Schwanog specializes in small lot production of form tools, but also manufactures tools used in polygon turning, broaching, and whirling. As a tooling manufacturer, surely Schwanog’s niche is one of the nichiest. And yet, in addition to their headquarters and facilities in Germany, the market they’ve built is large enough to require operations in France, China, and the United States, as well as sales and support staff in India and Brazil.
Schwanog doesn’t produce round tools such as end mills, reamers, boring tools or drills (except form drills). And a large percentage of their turning tools are designed for small features and parts. So, considering their somewhat smaller potential market, I wondered how it is that Schwanog became an international company. I think the answer has to do with their ability to deliver quickly at lower than expected cost, while providing a higher productivity alternative.

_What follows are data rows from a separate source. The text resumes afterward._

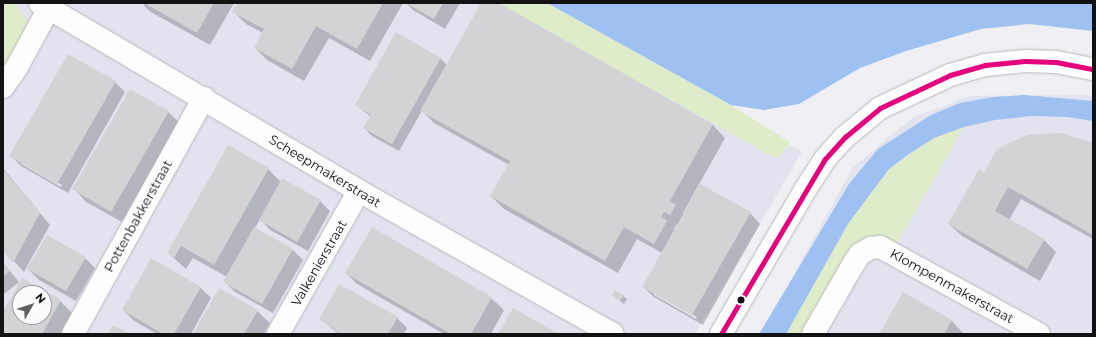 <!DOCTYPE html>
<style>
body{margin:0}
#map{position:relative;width:1096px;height:337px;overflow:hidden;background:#efeff4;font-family:Montserrat,sans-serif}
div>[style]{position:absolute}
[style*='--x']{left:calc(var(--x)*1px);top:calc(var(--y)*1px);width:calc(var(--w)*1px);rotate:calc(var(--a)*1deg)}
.built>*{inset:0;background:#e2e3ee}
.green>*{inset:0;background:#deecc9}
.water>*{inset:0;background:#9ec1f2}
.shadow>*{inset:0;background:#0003}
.building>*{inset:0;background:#d3d3d6}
.roads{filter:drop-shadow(0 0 1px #b9b9bc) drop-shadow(0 0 1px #b9b9bc)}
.minor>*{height:22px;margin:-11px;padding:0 11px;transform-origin:11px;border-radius:11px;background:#fdfdfd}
.bus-1>*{height:5px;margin:-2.5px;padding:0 2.5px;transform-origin:2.5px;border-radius:2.5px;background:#e5007d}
.dots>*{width:11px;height:11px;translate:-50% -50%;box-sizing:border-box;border:2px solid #fbfbfe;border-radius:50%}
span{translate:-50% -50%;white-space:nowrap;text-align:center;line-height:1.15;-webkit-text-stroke:3px #fbfbfe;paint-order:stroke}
.street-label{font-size:13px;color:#121214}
.frame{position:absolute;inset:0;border:4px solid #121214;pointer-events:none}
.north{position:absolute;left:12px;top:285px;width:40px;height:40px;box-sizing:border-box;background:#fbfbfe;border:1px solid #9e9ea0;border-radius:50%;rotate:51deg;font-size:11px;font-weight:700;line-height:16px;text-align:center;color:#121214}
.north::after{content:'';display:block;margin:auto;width:14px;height:18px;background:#5f5f62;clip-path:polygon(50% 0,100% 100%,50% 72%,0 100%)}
</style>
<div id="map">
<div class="built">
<div style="clip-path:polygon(evenodd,3px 3px,542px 3px,802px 152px,695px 334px,3px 334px,3px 3px,20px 293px,44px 293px,44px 317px,20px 317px,20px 293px)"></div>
<div style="clip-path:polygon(1086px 95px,1093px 96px,1093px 334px,761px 334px,853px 167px,912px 118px,969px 96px)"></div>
</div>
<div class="green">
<div style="clip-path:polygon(3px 3px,17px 5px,29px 25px,3px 78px)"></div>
<div style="clip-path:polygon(498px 3px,547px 3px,731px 105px,790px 142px,777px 159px)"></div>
<div style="clip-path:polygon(964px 127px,896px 245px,886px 240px,806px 334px,786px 334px,847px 224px,889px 169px,934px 138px)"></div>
</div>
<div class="water">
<div style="clip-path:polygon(547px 3px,1093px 3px,1093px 31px,1029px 24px,981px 29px,906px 51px,860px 68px,799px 104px,764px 110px,731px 105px)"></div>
<div style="clip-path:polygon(1024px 95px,1093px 101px,1093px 121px,1068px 117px,1031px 116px,995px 120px,964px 127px,934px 138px,909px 154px,889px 169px,848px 224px,786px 334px,759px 334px,849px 184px,878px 149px,931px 115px,960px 103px,993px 97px)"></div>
</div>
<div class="shadow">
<div style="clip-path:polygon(142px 3px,234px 3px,210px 45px,149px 11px)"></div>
<div style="clip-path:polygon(238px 3px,403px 3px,370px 61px,329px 38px,304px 81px,267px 60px,255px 48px,263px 33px,246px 24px,233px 11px)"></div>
<div style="clip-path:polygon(406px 3px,460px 3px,445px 29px,413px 10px)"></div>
<div style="clip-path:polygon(evenodd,482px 3px,497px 3px,713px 125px,725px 138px,683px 213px,750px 213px,760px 224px,703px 325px,654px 297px,643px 287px,662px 253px,637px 239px,618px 273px,504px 209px,491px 196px,509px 165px,434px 123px,422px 111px,399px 151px,372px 136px,364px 128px,371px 117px,356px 105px,440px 58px,447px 65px,482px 3px,677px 224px,678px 225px,675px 230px,674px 229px,677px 224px,482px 3px,654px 293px,697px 317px,696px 319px,654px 295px,654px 293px)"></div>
<div style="clip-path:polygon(evenodd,115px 82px,125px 92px,68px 193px,21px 166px,11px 156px,115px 82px,21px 162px,62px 185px,61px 187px,21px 164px,21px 162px)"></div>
<div style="clip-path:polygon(168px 112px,181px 124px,124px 223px,86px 202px,74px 189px)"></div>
<div style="clip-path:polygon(1093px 144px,1093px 239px,1021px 199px,1009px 220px,1044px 240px,1056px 252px,1040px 281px,962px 236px,949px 224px,985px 173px)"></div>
<div style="clip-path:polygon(3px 168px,50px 225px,24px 272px,3px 249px)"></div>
<div style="clip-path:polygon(268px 169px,281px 182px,320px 201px,330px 211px,308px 251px,270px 230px,260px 219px,255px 228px,292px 249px,303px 260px,273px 313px,235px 292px,225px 282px,227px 277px,193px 258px,186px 269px,168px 253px)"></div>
<div style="clip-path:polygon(85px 258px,95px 268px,76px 301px,39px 280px,28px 269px)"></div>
<div style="clip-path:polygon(152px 260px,201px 288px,211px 298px,191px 334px,157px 334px,133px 320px,123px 310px)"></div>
<div style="clip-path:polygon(3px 263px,19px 282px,3px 295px)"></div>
<div style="clip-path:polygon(346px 273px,491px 298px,504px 310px,491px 334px,444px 334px,357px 284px)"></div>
<div style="clip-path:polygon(evenodd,22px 279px,60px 301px,73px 314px,61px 334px,3px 334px,3px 314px,22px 279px,20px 293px,44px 293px,44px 317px,20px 317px,20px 293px)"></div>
<div style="clip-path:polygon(904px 293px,952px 321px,964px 334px,880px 334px)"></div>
<div style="clip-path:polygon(613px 296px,623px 296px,627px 299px,624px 304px)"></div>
<div style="clip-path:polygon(257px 311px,270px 323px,264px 334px,194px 334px)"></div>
<div style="clip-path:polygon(397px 318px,407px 328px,404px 334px,339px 334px,320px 319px)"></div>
</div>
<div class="building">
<div style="clip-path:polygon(144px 3px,214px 3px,197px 33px)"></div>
<div style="clip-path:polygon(237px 3px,383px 3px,357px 49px,316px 26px,292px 69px,254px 48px,264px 29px,232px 12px)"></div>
<div style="clip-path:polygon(406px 3px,443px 3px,434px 19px)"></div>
<div style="clip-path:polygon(481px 3px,499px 3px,713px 124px,670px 201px,676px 205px,670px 215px,664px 212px,661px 217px,667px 221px,654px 244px,624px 227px,605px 261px,490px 196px,510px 161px,420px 111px)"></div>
<div style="clip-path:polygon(396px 32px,441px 58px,392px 144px,363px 128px,371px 115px,355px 105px)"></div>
<div style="clip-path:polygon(68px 54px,116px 81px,57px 184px,9px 156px)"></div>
<div style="clip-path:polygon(130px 89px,169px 111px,111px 212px,72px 189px)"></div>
<div style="clip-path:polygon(1061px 133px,1093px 143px,1093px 235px,1008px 187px,995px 211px,1045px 239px,1027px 269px,948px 224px,979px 169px,984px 172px,997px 149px,1027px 135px)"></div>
<div style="clip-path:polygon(228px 145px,269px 168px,214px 265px,181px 246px,174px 258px,167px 253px)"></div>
<div style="clip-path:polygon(3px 169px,40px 213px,13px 263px,3px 251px)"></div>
<div style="clip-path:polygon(282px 178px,321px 200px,297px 242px,259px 220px)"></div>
<div style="clip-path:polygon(700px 184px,751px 212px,692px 315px,642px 287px)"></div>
<div style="clip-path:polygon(254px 227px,293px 249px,262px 304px,223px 282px)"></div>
<div style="clip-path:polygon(372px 227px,492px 297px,471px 334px,451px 334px,345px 273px)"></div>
<div style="clip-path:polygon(47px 235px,86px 257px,66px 291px,27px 269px)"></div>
<div style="clip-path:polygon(151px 258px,201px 287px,174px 334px,163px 334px,122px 310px)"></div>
<div style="clip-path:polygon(3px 264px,9px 271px,3px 277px)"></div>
<div style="clip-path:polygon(evenodd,22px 278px,61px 300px,42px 334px,3px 334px,3px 312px,22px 278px,20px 293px,44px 293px,44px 317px,20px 317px,20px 293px)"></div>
<div style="clip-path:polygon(339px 284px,398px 317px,388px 334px,341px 334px,319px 319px)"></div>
<div style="clip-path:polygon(219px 288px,258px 310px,244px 334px,193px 334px)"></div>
<div style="clip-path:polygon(615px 290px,624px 295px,620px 301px,612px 296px)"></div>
<div style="clip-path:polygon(903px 292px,952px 320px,944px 334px,879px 334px)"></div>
<div style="clip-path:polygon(513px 308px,559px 334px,498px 334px)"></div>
<div style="clip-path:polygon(113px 325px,130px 334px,108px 334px)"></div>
</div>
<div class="roads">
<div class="minor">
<div style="--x:40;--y:3;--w:370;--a:30.5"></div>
<div style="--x:359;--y:191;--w:291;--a:29.4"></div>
<div style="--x:3;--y:87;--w:24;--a:-55"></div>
<div style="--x:17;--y:67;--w:67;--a:-61.5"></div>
<div style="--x:73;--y:334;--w:270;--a:-61"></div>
<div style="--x:278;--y:334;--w:164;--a:-60.5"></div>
<div style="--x:721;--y:334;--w:167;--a:-59.7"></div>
<div style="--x:805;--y:190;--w:37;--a:-57"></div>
<div style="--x:825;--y:159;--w:30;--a:-48"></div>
<div style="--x:845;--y:137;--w:45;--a:-39.6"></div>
<div style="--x:880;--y:108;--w:77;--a:-25.2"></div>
<div style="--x:950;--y:75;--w:36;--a:-16"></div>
<div style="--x:985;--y:65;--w:40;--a:-5.7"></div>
<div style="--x:1025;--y:61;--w:31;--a:2"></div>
<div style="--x:1056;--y:62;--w:38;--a:11"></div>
<div style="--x:813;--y:334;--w:82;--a:-60"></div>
<div style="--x:854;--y:263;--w:11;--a:-56"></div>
<div style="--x:860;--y:254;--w:13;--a:-29"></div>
<div style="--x:871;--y:248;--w:9;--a:-6"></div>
<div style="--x:880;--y:247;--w:181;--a:28.7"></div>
</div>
</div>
<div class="bus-1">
<div style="--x:721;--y:334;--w:204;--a:-59.3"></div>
<div style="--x:825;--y:159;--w:30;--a:-48"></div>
<div style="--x:845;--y:137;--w:45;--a:-39.6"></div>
<div style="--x:880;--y:108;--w:77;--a:-25.2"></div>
<div style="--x:950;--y:75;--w:36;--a:-16"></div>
<div style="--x:985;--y:65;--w:40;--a:-5.7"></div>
<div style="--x:1025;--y:61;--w:31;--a:2"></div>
<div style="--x:1056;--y:62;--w:38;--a:11"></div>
</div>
<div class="dots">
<div style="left:741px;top:300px;background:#121214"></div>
</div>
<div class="street-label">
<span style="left:325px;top:171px;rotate:31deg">Scheepmakerstraat</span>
<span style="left:138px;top:216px;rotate:-61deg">Pottenbakkerstraat</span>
<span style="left:319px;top:263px;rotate:-60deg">Valkenierstraat</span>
<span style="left:952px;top:286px;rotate:29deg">Klompenmakerstraat</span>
</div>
<div class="frame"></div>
<div class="north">N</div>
</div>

Two aspects of their overall solution that help with quick delivery at low cost, are the design and sale of their own proprietary tooling system and their machining strategies.
The Schwanog system starts with a holder and blank. The rest is a matter of imagineering. That is, instead of single point turning, when feasible and more productive, it can be better to combine operations into one tool or to introduce multiple cutting edges on the same tool to double or multiply the cutting points or surfaces in order to reduce cutting time. The decision to use form tools is often a collaboration between the customer and the knowledgeable Schwanog staff located around the world. In the U.S., applications staff are local in IL, WI, IN, OH, NY, and PA, and in Canada, in Ontario. Questions typically explored: Is the part volume high enough? What is the cost of the tool compared to single point tools? Can wear be managed through offsets? What are the alternatives and what is the cost per part difference? Properly analyzed, that decision will usually save thousands of dollars in production time on an annual basis.
In Schwanog’s own manufacturing facility one of the key advantages is their ability to save client’s money by using GF Machining Solutions Cut 2000 Wire EDM with Automatic Wire Changer (AWC). Because flexibility is so important to their ability to address different parts in small lot sizes (typical lot can be as few as 3-5 tools), Schwanog saw the value in being able to change EDM wire size automatically. Implementing this feature meant that they could continue to run unattended around the clock. For Schwanog, running unattended means being able to machine many different parts on one machine without an operator on site to attend to the different wire size requirements.
So many businesses are built on volume, taking advantage of scale, tweaking seconds from a process then multiplying it by millions of cycles. As George Bailey lamented about the hardware business in It’s a Wonderful Life, “you spend your life trying to figure out how to save three cents on a length of pipe.” Well, Schwanog has found success in another, much more interesting approach: save customer’s money by helping them design faster, combine operations, and integrate processes. Then give them quick delivery, high quality, faster cycles, and all at lower cost.